__Instructions to follow__. In the data below, how many lines contain the string "fabs"? Give only the figure.

• • • • • • •

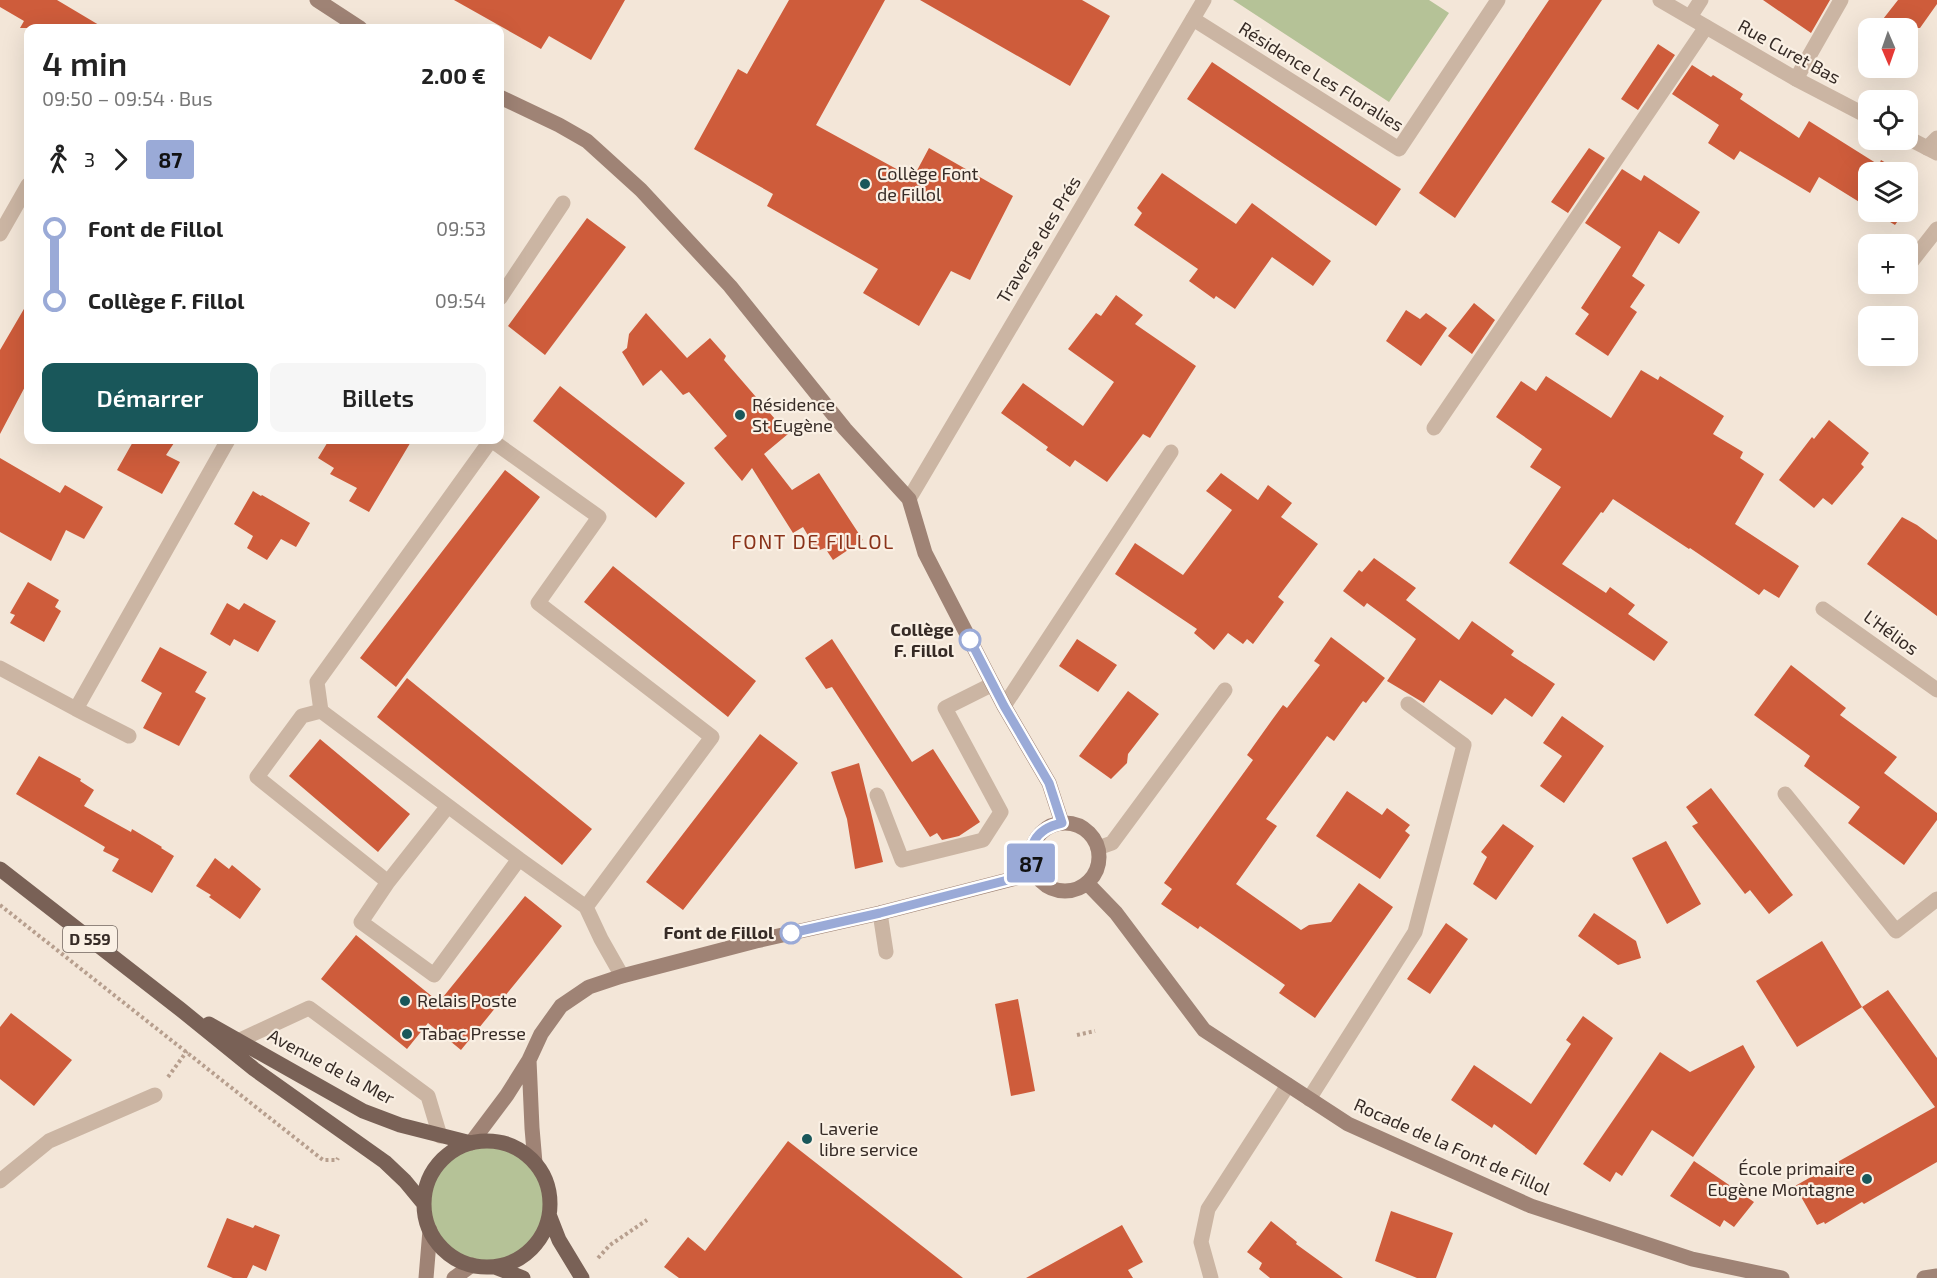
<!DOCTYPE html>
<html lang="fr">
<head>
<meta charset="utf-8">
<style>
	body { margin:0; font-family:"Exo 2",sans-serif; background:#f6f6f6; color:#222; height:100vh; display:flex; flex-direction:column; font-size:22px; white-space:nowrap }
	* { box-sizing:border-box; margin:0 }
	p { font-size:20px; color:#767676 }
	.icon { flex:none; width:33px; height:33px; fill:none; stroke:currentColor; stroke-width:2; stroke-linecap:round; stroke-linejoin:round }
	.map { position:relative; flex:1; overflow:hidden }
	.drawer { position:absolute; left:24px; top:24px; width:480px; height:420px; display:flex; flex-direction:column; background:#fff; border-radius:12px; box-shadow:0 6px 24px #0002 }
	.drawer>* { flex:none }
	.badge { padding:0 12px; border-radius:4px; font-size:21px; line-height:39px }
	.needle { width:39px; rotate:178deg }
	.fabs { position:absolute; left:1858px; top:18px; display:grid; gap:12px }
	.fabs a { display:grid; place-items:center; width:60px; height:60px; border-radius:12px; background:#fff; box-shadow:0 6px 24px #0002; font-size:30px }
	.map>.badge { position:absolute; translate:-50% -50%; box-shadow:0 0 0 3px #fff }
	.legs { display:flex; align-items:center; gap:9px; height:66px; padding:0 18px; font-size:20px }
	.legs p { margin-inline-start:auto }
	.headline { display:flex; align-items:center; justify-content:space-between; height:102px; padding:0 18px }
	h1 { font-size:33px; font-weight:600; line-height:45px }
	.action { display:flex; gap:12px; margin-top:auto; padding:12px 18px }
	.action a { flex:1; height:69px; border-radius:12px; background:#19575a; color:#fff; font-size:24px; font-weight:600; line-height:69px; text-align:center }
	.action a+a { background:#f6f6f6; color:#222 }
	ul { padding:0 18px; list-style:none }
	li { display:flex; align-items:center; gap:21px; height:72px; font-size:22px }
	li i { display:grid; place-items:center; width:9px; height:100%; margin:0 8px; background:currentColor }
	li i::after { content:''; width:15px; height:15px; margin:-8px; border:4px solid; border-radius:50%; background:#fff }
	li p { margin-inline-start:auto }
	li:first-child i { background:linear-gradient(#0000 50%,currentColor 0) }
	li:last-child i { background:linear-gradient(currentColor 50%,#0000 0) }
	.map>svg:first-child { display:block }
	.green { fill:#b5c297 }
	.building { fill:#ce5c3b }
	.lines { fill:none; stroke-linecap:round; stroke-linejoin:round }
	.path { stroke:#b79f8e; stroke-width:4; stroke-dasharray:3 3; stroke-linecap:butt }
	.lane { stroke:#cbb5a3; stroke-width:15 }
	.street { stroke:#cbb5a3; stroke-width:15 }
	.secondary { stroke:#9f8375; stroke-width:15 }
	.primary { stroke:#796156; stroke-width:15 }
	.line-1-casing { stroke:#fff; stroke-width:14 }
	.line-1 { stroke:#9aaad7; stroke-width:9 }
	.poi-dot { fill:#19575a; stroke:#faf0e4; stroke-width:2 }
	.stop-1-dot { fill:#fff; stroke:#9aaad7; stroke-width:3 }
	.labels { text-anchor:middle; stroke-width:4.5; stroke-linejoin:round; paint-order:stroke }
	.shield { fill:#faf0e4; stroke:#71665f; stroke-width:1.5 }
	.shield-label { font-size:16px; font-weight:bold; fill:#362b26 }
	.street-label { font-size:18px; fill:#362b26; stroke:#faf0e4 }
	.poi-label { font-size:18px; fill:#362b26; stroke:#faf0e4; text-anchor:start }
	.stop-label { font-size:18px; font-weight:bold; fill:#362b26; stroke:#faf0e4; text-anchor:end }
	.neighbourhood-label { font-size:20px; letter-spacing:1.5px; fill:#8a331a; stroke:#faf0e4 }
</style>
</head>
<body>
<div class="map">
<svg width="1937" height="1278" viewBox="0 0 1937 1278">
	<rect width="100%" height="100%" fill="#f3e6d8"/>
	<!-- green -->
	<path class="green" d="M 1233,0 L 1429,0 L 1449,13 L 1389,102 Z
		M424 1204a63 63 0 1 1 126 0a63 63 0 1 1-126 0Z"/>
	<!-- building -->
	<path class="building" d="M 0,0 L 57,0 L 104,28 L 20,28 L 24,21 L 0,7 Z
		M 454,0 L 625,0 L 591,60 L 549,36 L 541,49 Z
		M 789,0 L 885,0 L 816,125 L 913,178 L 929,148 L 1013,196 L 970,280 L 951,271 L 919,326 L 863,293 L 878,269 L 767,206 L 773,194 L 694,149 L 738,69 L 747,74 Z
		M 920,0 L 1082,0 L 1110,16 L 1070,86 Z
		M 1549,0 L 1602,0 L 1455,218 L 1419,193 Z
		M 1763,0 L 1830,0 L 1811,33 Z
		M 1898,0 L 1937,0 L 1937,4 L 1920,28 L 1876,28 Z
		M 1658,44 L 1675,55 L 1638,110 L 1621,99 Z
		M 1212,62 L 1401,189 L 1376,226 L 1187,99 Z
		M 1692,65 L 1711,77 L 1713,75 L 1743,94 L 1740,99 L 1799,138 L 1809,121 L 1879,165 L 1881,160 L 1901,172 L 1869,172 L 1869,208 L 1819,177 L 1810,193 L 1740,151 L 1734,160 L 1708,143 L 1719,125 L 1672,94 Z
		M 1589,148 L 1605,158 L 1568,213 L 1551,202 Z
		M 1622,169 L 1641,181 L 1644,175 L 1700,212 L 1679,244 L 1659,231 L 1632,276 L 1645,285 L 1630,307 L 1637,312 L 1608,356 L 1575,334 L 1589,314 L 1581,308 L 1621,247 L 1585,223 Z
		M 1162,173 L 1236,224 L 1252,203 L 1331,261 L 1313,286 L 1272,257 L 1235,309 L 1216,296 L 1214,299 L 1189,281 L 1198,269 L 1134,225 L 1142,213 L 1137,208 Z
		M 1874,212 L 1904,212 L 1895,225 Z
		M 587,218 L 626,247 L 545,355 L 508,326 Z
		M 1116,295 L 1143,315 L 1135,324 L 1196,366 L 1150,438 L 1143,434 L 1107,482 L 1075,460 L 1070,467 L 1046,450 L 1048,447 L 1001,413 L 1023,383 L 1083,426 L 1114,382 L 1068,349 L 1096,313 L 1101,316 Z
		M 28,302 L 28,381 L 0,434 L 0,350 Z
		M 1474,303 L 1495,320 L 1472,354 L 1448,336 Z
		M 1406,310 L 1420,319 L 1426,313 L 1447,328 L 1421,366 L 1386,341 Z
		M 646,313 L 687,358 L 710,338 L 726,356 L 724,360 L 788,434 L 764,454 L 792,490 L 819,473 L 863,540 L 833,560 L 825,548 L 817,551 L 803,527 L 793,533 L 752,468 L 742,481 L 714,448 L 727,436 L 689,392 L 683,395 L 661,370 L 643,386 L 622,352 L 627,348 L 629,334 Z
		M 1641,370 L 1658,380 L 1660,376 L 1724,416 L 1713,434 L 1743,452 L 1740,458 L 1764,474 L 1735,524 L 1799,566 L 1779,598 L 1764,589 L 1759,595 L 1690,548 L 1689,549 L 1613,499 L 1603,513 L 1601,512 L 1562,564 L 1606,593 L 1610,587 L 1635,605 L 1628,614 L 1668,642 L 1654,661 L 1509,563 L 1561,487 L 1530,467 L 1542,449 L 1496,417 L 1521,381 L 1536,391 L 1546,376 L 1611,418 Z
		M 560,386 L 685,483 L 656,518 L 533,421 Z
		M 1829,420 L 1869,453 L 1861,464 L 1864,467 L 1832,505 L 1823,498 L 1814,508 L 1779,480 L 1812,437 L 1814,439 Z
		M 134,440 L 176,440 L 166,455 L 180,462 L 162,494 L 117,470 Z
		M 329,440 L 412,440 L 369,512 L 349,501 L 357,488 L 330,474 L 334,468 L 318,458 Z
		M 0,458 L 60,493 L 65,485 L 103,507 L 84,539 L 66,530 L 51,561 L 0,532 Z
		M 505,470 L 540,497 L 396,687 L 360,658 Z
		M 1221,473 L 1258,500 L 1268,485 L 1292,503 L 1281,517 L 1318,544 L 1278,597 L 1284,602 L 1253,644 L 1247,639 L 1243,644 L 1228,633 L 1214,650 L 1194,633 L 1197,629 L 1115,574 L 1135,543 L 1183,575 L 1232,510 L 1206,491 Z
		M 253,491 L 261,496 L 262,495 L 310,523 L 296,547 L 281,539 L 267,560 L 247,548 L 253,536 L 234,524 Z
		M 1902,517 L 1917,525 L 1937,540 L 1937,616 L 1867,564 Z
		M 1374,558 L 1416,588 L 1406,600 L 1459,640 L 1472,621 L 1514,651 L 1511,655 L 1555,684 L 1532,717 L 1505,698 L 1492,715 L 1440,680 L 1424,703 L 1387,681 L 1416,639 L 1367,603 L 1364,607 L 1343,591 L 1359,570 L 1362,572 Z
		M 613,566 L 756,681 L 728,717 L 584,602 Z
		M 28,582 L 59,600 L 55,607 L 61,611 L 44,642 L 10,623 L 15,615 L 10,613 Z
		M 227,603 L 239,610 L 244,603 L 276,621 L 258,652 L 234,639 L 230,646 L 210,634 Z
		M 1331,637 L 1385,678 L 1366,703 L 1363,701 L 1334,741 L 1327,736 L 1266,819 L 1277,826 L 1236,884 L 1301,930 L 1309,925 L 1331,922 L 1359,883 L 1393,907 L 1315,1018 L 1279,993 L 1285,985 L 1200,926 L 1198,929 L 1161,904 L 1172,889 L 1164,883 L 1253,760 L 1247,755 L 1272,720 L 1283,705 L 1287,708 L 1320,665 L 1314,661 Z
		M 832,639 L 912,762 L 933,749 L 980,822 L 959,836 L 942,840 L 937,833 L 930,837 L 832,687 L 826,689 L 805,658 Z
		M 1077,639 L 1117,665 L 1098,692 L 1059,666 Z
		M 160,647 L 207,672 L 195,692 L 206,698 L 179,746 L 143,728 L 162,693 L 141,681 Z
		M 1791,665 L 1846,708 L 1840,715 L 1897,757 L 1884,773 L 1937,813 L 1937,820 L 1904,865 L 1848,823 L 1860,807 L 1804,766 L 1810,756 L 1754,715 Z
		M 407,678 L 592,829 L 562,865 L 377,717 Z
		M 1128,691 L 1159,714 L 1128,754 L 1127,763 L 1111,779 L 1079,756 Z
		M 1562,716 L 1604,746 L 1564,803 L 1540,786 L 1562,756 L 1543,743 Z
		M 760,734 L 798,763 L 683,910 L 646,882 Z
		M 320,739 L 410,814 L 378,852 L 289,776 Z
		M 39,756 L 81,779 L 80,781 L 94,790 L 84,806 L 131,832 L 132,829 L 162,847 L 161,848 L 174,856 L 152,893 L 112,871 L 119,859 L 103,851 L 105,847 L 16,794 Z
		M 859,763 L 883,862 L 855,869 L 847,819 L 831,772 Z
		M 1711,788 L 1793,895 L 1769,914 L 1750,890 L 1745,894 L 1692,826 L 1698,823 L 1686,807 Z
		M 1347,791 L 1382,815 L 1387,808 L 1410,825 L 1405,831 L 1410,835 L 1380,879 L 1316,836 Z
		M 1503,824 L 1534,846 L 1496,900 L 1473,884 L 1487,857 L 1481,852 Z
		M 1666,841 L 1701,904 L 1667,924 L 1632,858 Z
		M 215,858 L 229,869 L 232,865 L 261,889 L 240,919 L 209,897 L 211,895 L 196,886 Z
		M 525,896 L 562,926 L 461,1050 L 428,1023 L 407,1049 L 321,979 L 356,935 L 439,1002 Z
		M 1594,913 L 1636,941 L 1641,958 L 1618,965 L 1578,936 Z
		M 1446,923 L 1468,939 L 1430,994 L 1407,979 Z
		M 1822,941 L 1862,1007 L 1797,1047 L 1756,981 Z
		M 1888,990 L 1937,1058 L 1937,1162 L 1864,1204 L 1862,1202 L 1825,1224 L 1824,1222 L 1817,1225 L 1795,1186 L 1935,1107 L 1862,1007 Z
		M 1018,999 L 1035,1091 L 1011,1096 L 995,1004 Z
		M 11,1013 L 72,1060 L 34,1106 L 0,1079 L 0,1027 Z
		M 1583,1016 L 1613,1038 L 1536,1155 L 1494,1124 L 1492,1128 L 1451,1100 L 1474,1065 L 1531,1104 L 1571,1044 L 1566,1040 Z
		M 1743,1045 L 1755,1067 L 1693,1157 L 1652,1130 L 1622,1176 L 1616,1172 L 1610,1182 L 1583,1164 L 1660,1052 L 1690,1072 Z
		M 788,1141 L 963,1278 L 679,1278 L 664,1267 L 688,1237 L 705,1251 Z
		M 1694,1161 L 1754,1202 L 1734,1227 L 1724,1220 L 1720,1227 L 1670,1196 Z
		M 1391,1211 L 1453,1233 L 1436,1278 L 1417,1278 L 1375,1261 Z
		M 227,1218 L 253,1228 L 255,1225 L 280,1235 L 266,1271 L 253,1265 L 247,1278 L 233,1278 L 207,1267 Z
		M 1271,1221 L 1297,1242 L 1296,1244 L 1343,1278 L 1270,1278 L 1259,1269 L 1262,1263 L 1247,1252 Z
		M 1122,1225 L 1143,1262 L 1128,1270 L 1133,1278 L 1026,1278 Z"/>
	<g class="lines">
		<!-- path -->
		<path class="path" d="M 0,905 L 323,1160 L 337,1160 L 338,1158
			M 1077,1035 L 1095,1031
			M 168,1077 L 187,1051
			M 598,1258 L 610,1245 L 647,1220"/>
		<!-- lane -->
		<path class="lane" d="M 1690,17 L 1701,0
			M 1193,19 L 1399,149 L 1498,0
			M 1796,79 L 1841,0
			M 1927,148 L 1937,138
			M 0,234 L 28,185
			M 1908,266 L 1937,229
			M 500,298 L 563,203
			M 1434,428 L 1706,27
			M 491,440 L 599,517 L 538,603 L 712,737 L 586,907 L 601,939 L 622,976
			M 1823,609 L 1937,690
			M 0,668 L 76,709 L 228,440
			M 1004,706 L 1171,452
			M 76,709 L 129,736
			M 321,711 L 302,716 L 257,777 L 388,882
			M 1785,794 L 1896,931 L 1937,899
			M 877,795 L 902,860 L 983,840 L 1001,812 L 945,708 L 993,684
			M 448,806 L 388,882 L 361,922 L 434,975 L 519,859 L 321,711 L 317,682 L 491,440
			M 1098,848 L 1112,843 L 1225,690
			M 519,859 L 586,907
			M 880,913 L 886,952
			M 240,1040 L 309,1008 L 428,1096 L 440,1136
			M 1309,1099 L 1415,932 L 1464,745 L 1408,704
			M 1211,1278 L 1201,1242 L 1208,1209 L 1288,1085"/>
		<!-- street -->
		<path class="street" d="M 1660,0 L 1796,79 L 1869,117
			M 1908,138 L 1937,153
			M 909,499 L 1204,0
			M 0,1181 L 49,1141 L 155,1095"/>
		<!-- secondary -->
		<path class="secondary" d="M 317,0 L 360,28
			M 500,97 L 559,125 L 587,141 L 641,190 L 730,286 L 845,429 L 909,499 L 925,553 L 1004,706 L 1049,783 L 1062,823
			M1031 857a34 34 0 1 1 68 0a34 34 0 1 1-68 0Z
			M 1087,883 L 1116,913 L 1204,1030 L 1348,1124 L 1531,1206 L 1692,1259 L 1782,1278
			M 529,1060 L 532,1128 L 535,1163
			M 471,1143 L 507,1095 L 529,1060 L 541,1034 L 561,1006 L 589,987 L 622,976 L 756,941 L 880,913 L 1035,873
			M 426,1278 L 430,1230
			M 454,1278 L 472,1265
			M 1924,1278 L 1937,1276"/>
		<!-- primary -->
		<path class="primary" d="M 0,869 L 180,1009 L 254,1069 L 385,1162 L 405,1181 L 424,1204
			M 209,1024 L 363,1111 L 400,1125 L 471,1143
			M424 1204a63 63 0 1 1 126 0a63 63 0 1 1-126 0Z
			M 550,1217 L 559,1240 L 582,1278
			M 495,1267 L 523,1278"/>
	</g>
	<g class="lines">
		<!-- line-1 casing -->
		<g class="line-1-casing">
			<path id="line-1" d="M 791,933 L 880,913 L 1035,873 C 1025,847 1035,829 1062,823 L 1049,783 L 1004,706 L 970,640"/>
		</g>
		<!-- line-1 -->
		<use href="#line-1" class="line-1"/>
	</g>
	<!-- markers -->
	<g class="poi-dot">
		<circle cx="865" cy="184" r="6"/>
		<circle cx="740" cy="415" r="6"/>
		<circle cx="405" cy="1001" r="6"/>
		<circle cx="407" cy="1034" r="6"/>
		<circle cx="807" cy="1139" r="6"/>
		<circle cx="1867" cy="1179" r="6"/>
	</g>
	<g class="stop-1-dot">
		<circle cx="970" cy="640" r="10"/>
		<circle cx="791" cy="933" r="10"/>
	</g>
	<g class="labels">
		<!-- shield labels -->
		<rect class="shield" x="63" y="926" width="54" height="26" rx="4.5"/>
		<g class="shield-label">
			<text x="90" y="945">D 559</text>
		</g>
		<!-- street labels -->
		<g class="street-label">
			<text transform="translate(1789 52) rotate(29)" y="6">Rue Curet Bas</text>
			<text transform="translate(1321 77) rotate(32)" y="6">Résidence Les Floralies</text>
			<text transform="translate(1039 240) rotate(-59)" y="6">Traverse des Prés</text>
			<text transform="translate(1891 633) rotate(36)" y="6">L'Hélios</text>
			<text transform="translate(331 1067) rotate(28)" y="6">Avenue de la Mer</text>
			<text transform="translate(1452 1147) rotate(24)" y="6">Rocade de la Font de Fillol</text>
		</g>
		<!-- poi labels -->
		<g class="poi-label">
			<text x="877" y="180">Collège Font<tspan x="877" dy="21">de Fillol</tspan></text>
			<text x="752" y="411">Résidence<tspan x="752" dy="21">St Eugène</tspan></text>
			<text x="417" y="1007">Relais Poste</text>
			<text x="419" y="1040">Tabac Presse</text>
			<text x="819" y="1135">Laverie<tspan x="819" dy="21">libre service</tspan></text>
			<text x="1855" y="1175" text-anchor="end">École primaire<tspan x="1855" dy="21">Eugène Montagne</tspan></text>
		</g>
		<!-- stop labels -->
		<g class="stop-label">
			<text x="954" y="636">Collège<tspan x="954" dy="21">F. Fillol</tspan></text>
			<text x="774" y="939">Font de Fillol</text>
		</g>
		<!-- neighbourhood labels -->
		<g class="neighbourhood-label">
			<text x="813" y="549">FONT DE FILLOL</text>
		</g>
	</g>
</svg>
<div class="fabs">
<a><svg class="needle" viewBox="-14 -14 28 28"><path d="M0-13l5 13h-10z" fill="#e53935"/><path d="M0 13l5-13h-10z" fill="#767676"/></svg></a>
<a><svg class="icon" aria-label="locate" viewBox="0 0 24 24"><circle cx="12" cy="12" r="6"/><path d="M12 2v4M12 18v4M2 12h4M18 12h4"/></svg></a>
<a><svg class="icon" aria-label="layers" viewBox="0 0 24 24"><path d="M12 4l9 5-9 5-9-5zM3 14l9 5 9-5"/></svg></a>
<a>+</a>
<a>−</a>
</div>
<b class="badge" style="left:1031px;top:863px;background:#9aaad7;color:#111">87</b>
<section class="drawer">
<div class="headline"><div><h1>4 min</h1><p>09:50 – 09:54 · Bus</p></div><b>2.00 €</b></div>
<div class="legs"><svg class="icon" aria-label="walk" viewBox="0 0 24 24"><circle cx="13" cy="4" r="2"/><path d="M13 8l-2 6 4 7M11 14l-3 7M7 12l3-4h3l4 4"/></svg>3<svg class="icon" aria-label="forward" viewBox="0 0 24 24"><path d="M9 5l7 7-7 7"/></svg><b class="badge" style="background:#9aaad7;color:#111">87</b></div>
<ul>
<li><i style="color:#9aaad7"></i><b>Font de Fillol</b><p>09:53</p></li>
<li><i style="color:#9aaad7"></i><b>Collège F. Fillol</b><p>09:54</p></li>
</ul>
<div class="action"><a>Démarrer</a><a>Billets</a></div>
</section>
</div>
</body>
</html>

• • • • • • •

__Response to the task__. 3